I'd never been to Turkey outside of Istanbul, which I was quite taken with. But I've always heard of how many other wonderful sites are to be found in the rest of the country - and unlike the rest of the Middle Eastern countries I've explored, it's huge and almost all of it seems to be filled with interesting terrain. I was happy to take a trip to someplace unlike anyplace else I'd visited before - even the most varied and epic desert landscapes are still epic desert. This strip of the Anti-Taurus mountains wasn't.
With the assistance of an old hiking guide (whose business dropped off after the second Iraq War), we mapped a circuit of beautiful trails around a historic mountain, which became the Nemrut Region of the Abraham Path, one of my favorites.
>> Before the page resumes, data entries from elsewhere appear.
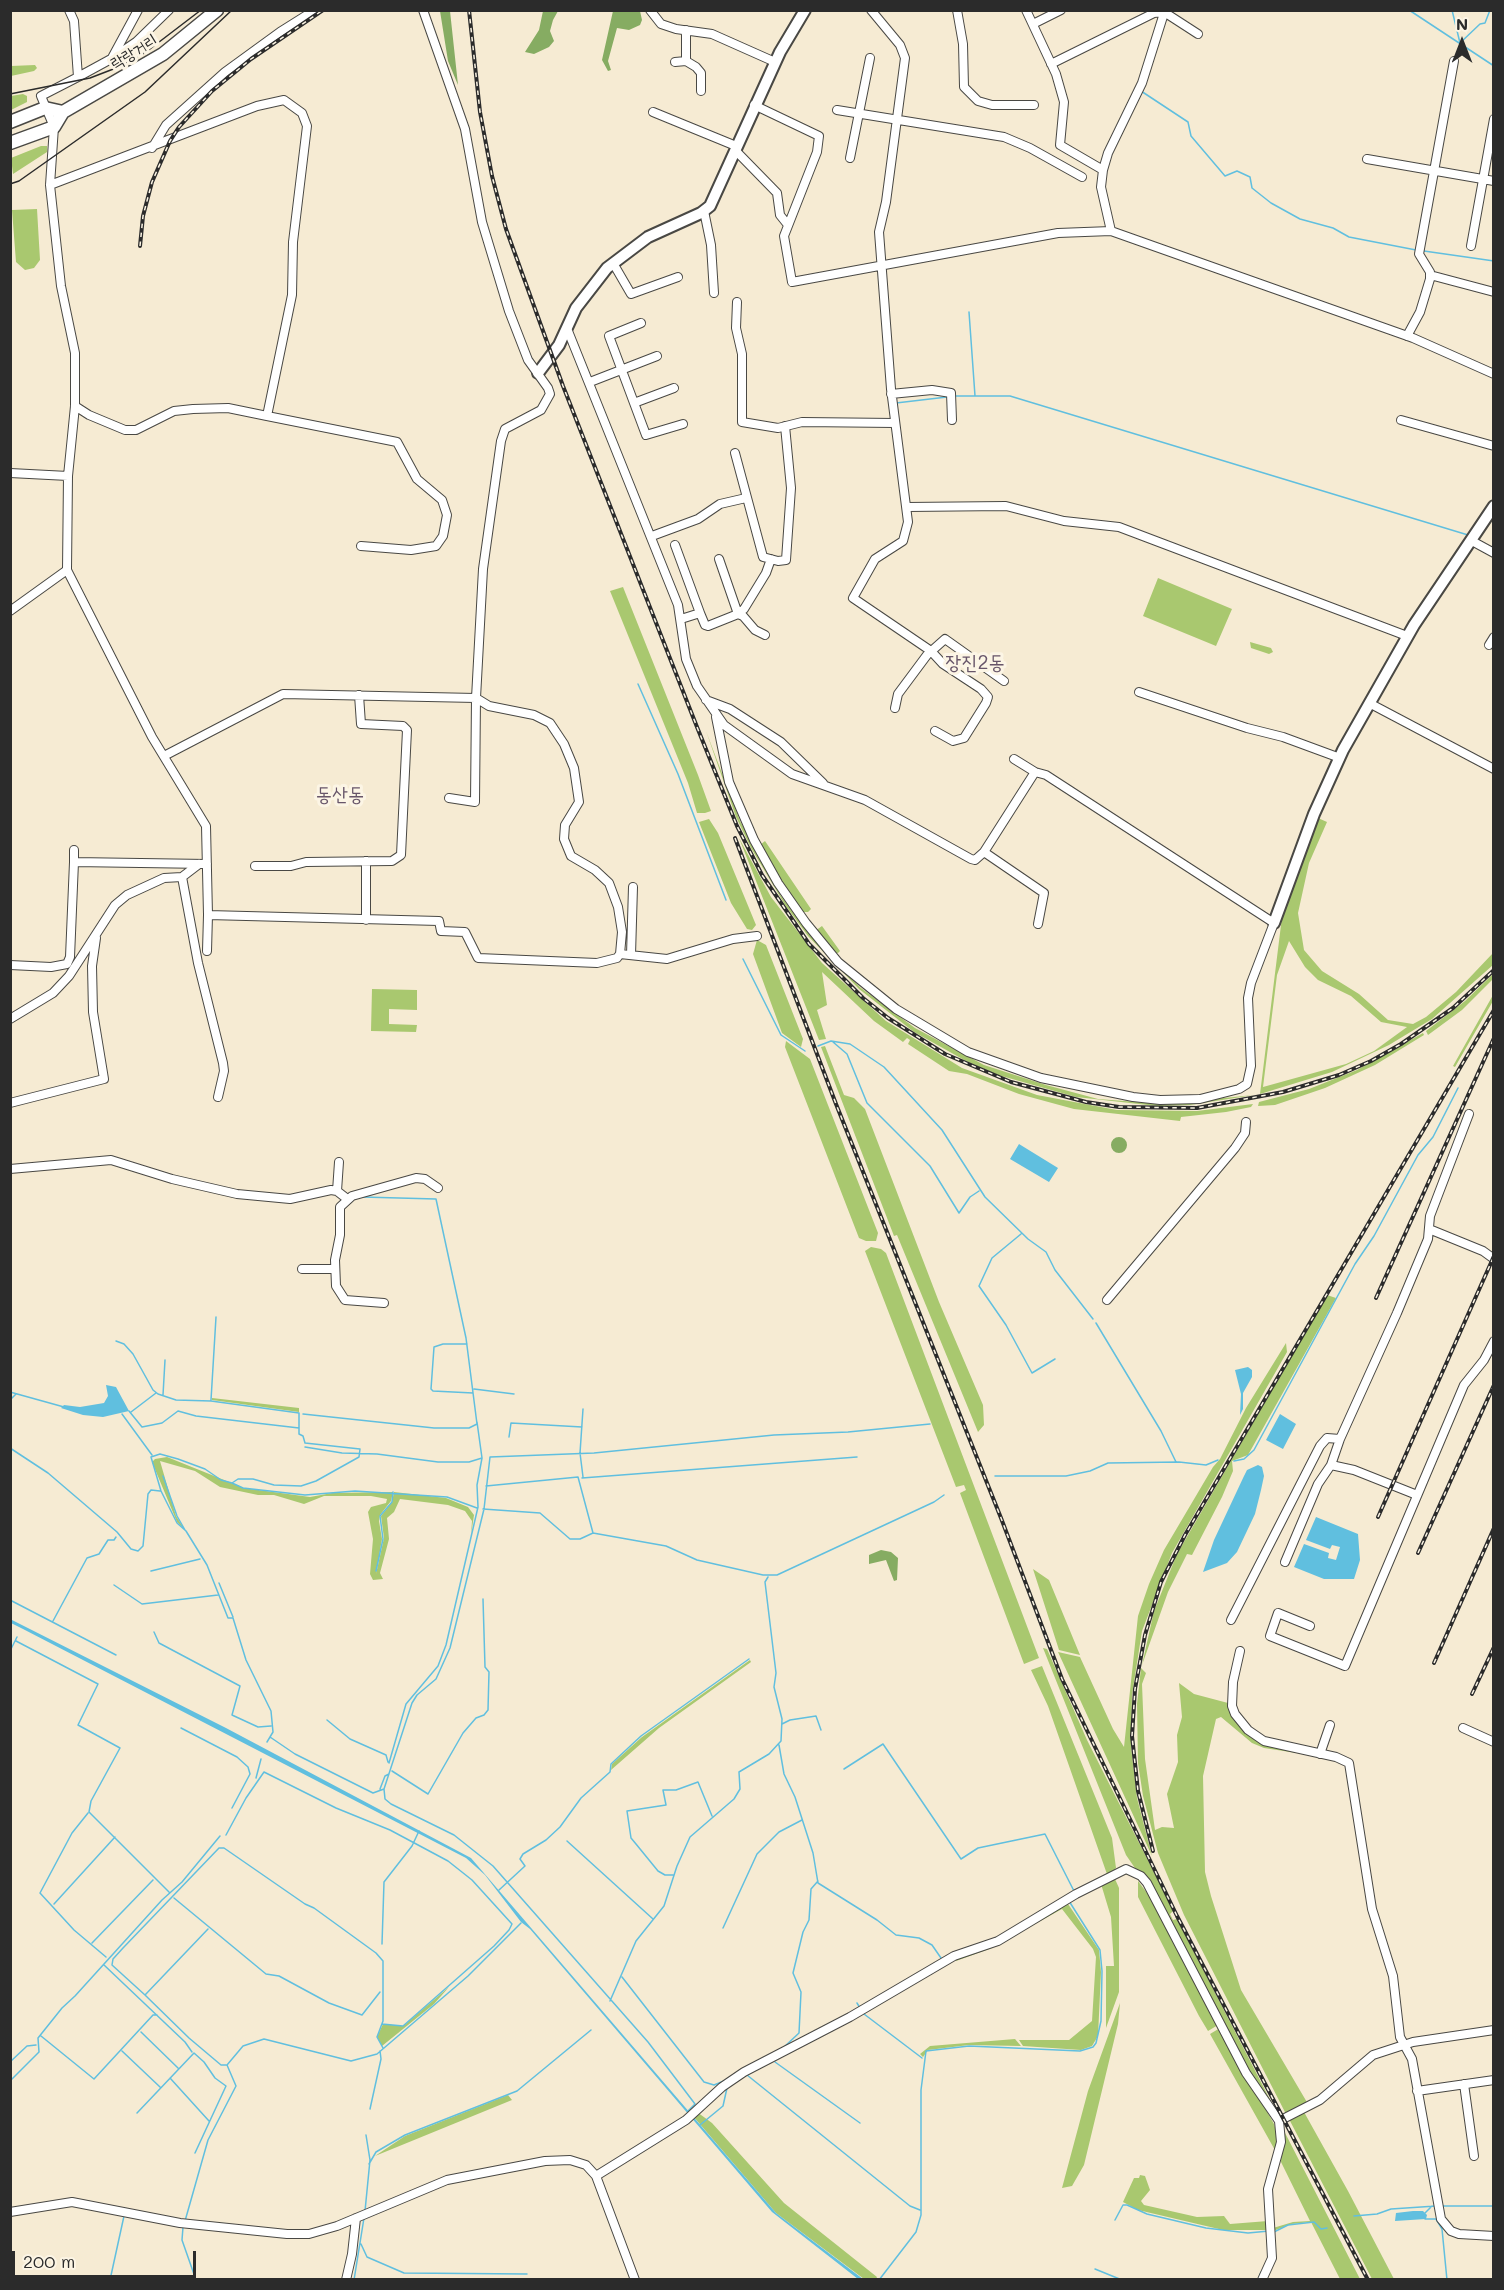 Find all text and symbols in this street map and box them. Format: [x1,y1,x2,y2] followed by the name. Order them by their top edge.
[1432,12,1492,72] north arrow
[1456,13,1468,34] text: N
[107,30,161,74] street label: 락랑거리
[945,651,1005,675] district label: 장진2동
[316,783,364,807] district label: 동산동
[15,2239,200,2277] scale bar
[23,2249,75,2273] text: 200 m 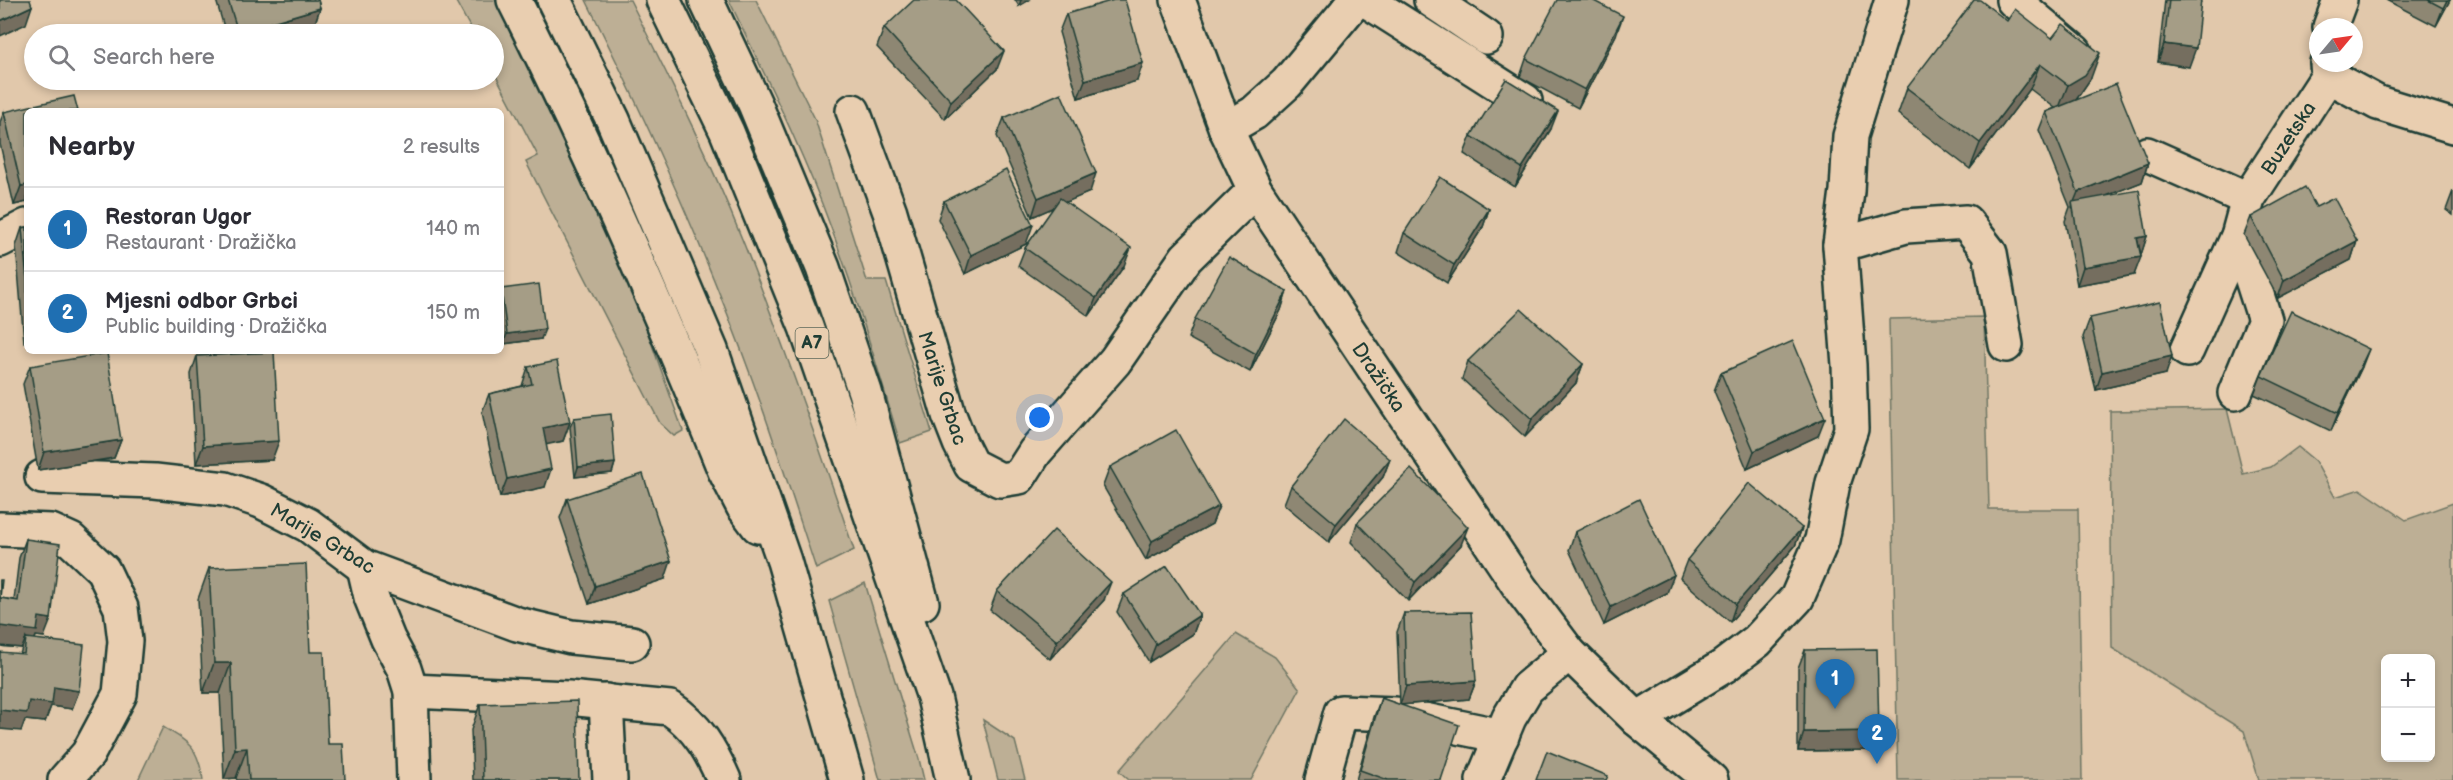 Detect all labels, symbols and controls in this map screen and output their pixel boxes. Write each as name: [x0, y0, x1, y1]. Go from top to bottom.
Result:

I didn't seem to have gotten any pictures of the trek from Karadut up the the Mt. Nemrut summit, until this view from the top - looking down south at the lake formed by a dam on the Euphrates, over the old Roman roads that led up the mountain, and to the distinctive gap that led from the valley below Nemrut to the spreading Euphrates plain
Around the snowy summit...
...to one set of the Greco-Persian tomb decorations that make the mountain famous. The summit contains the final resting place of King Antiochus of the Commagene, of whose kingdom I'd never even heard. Apparently it was one of the fragments that persisted from Alexander the Great's empire, and was soon absorbed by Rome
Snow in April means it's chilly up there once the sun goes down
Heading down from the summit
Treated to views of the ranges to the north along the way
This place was great for the kind of time-worn, snaky paths - or dirt roads - I love to find
After an intensely steep descent down the mountain's slopes, we reached the lush lowlands near Arsemia, where the Commagene kings sat when they weren't ordering slaves up the mountain to carve elaborate tombs for them
At Arsemia, there isn't much in the way of castles you can visit, but this dungeon delved much deeper into the cliffs than I cared to go without a rope
Now it's time to flip back to Karadut and find the second route to Arsemia. This day proved to be my favorite, starting out along a rushing river...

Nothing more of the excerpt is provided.